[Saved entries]
================================
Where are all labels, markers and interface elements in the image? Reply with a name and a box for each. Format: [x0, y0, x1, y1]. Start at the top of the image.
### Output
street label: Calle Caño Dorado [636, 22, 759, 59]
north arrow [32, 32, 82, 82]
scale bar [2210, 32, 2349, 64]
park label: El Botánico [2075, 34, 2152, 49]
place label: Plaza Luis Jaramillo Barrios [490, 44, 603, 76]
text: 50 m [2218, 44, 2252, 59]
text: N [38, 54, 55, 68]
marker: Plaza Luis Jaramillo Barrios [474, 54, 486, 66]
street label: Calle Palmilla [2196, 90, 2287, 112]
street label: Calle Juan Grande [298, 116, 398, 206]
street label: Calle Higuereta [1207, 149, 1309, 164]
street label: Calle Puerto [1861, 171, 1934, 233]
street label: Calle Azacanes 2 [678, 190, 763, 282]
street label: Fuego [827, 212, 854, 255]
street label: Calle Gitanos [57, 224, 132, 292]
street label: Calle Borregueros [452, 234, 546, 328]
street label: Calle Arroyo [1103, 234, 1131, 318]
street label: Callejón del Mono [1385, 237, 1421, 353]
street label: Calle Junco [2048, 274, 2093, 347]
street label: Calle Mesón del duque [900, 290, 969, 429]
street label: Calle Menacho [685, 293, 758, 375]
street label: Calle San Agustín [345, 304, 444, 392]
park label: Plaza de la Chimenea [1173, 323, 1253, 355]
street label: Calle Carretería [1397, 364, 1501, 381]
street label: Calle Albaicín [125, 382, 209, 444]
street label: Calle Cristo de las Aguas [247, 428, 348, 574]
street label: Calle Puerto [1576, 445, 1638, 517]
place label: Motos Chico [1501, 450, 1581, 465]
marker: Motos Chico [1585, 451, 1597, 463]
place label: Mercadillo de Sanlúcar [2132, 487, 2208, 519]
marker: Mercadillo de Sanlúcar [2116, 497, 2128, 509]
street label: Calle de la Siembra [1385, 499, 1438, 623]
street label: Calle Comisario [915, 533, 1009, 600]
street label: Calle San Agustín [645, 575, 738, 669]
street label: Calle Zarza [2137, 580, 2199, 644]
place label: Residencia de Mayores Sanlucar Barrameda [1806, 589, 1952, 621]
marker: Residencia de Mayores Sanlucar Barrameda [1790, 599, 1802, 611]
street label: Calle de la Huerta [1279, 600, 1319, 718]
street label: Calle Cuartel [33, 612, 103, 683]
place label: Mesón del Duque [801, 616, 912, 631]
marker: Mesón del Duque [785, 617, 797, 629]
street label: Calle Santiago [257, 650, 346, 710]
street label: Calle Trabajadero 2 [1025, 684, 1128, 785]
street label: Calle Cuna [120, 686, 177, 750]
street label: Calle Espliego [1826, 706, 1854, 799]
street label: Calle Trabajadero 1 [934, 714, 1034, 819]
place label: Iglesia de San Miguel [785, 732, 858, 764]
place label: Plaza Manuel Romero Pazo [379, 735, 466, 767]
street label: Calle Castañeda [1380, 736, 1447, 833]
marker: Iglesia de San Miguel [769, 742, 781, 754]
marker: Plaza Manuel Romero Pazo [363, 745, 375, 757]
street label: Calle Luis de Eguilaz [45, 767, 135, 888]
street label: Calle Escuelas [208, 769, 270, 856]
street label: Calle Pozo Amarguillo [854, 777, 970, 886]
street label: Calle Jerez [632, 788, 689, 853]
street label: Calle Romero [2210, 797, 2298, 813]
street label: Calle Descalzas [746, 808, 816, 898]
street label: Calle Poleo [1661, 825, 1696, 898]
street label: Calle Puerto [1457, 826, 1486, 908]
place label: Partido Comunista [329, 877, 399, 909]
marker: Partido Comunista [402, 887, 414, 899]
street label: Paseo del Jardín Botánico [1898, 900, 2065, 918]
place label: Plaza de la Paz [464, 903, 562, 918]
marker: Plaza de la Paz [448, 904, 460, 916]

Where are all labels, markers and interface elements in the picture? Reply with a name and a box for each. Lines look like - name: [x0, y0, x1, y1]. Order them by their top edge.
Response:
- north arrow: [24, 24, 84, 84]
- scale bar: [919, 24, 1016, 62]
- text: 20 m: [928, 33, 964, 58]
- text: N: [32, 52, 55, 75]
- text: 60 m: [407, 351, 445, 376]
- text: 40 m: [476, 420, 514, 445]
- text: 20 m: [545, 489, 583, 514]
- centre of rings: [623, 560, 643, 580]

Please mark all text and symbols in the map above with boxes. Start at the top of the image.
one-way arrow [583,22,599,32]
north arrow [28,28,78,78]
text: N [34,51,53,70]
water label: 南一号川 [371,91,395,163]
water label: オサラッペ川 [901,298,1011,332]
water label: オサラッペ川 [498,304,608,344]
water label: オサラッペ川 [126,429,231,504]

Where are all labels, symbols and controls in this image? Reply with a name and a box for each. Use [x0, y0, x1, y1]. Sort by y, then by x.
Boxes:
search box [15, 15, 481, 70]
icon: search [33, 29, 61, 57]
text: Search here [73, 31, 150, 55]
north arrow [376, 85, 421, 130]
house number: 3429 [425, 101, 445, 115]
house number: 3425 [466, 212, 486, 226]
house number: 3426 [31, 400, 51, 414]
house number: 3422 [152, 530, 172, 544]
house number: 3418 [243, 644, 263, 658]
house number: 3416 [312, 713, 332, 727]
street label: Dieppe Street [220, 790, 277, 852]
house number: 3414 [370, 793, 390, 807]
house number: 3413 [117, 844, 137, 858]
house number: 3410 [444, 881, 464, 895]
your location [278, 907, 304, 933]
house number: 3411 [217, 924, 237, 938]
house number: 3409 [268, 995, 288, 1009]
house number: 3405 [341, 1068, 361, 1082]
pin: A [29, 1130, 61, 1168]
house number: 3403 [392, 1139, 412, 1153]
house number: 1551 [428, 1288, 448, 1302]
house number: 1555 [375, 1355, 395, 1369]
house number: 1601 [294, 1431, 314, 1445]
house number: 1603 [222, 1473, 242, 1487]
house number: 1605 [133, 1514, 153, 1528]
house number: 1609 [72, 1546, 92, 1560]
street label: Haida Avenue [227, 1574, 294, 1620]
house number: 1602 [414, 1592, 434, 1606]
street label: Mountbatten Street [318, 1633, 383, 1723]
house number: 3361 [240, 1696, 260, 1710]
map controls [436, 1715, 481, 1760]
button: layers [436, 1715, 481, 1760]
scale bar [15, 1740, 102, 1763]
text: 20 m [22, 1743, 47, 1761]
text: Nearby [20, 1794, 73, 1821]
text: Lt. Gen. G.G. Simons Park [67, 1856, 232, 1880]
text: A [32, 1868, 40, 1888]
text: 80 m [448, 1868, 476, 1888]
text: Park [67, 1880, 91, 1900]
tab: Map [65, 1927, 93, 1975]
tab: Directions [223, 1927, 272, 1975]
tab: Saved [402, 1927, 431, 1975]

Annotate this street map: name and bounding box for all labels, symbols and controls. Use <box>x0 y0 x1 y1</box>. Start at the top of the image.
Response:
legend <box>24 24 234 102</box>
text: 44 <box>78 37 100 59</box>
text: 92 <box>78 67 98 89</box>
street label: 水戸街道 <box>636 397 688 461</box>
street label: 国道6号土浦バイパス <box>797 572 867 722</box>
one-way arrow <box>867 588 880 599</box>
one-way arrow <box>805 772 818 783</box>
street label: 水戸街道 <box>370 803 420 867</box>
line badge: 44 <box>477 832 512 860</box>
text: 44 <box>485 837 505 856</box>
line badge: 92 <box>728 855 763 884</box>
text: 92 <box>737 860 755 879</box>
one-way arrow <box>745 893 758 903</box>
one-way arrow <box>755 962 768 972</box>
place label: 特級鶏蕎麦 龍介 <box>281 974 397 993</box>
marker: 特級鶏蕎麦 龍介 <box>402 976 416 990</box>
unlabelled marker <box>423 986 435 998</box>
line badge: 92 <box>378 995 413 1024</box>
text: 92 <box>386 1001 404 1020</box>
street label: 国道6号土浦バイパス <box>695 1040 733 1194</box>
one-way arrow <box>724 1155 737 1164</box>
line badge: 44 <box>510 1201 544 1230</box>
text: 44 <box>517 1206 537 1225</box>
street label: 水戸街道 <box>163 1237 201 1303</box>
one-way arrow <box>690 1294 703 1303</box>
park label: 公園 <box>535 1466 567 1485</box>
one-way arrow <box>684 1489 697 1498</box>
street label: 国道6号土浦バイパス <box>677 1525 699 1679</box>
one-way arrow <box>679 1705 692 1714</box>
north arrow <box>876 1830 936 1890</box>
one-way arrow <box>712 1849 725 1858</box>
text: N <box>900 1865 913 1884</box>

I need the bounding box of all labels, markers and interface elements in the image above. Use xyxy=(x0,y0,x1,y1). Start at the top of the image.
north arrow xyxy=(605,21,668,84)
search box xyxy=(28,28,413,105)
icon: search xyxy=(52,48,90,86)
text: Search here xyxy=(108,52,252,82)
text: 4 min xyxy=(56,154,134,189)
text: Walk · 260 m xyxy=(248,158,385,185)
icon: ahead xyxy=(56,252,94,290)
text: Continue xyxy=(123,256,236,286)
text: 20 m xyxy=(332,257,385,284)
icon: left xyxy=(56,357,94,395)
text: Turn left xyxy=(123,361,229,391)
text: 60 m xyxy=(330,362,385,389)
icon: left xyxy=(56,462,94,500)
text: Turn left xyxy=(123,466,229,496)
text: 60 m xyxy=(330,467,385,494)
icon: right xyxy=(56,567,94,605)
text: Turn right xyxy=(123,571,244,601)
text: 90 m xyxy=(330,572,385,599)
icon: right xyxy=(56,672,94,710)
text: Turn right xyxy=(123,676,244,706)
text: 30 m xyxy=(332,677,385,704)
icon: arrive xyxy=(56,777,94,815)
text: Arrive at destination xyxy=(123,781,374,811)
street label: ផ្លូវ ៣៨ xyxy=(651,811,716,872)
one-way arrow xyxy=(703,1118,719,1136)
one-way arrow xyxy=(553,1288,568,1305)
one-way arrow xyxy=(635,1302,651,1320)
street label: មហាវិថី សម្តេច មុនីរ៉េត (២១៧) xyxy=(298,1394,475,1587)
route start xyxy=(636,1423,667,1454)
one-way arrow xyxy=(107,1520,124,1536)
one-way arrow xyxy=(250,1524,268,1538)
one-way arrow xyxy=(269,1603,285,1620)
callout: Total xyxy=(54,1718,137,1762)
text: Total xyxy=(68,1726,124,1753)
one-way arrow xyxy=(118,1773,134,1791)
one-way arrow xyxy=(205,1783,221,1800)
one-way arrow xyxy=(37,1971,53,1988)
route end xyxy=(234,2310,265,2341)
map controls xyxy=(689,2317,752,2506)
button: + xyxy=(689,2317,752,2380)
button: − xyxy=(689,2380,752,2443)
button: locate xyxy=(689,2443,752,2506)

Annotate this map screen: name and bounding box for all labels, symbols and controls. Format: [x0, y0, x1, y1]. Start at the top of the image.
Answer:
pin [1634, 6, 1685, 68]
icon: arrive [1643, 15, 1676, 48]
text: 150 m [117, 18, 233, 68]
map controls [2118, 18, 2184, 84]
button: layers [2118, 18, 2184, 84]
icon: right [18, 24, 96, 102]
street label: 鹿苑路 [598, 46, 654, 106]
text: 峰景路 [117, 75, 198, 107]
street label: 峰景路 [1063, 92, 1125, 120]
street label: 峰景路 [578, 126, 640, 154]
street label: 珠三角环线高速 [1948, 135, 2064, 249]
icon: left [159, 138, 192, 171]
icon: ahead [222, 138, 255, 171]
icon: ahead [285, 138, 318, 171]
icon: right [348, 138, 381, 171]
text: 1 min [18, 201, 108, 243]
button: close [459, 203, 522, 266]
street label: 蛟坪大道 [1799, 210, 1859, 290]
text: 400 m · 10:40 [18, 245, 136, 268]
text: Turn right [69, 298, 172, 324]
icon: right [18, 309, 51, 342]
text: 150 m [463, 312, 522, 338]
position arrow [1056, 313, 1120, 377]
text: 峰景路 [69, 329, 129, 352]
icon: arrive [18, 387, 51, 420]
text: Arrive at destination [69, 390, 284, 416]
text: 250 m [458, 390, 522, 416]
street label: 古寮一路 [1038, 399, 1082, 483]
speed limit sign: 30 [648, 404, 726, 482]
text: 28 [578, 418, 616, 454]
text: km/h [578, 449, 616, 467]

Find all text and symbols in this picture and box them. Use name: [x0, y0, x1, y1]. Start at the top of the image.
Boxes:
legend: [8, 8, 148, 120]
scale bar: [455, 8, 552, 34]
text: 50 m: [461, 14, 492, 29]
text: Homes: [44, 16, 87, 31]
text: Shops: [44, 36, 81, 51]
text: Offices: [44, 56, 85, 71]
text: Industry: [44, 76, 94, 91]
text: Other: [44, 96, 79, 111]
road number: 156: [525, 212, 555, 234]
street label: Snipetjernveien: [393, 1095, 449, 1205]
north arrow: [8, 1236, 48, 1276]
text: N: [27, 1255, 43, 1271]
================================
» **What is being asked**:
Among the records above, repeat exactly the line with "their top edge.", the line with "Where are all labels, symbols", and every line in between, and only those.

» **Your solution**:
Where are all labels, markers and interface elements in the picture? Reply with a name and a box for each. Lines look like - name: [x0, y0, x1, y1]. Order them by their top edge.
Response:
- north arrow: [24, 24, 84, 84]
- scale bar: [919, 24, 1016, 62]
- text: 20 m: [928, 33, 964, 58]
- text: N: [32, 52, 55, 75]
- text: 60 m: [407, 351, 445, 376]
- text: 40 m: [476, 420, 514, 445]
- text: 20 m: [545, 489, 583, 514]
- centre of rings: [623, 560, 643, 580]

Please mark all text and symbols in the map above with boxes. Start at the top of the image.
one-way arrow [583,22,599,32]
north arrow [28,28,78,78]
text: N [34,51,53,70]
water label: 南一号川 [371,91,395,163]
water label: オサラッペ川 [901,298,1011,332]
water label: オサラッペ川 [498,304,608,344]
water label: オサラッペ川 [126,429,231,504]

Where are all labels, symbols and controls in this image? Reply with a name and a box for each. Use [x0, y0, x1, y1]. Sort by y, then by x.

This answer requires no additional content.